◆ WORK TASK
Output all entries verbatim, dropping pictures.

◆ THE DATA
:::
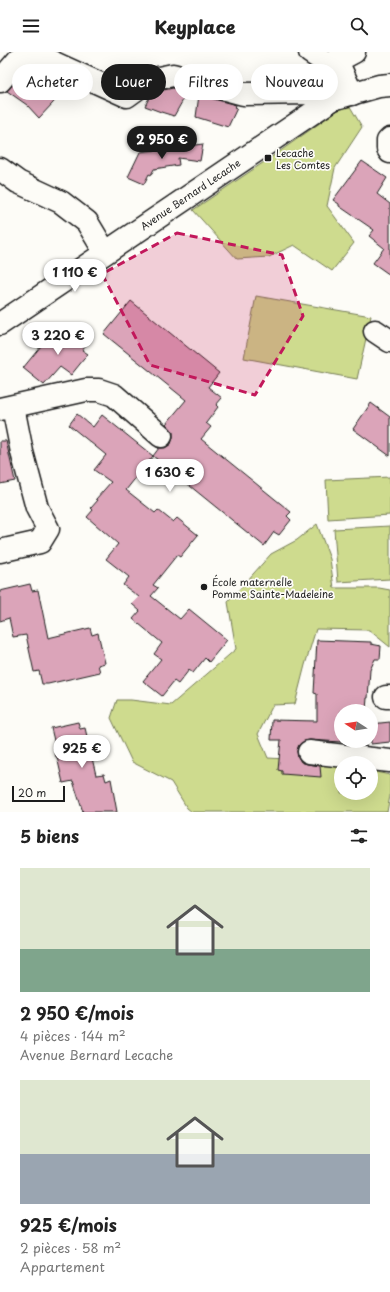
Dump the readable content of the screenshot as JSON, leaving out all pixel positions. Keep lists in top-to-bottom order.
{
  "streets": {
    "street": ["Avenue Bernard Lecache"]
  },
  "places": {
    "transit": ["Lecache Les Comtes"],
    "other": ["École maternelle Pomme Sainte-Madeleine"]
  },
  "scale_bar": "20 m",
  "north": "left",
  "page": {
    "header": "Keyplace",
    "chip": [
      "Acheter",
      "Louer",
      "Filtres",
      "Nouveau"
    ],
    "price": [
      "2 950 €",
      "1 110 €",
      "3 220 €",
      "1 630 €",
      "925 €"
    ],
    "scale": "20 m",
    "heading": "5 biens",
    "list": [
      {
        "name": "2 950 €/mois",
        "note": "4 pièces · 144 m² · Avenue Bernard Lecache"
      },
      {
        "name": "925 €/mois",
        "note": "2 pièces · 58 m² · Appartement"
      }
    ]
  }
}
:::
◆ OUTPUT OF THE TASK
Dump the readable content of the screenshot as JSON, leaving out all pixel positions. Keep lists in top-to-bottom order.
{
  "streets": {
    "street": ["Avenue Bernard Lecache"]
  },
  "places": {
    "transit": ["Lecache Les Comtes"],
    "other": ["École maternelle Pomme Sainte-Madeleine"]
  },
  "scale_bar": "20 m",
  "north": "left",
  "page": {
    "header": "Keyplace",
    "chip": [
      "Acheter",
      "Louer",
      "Filtres",
      "Nouveau"
    ],
    "price": [
      "2 950 €",
      "1 110 €",
      "3 220 €",
      "1 630 €",
      "925 €"
    ],
    "scale": "20 m",
    "heading": "5 biens",
    "list": [
      {
        "name": "2 950 €/mois",
        "note": "4 pièces · 144 m² · Avenue Bernard Lecache"
      },
      {
        "name": "925 €/mois",
        "note": "2 pièces · 58 m² · Appartement"
      }
    ]
  }
}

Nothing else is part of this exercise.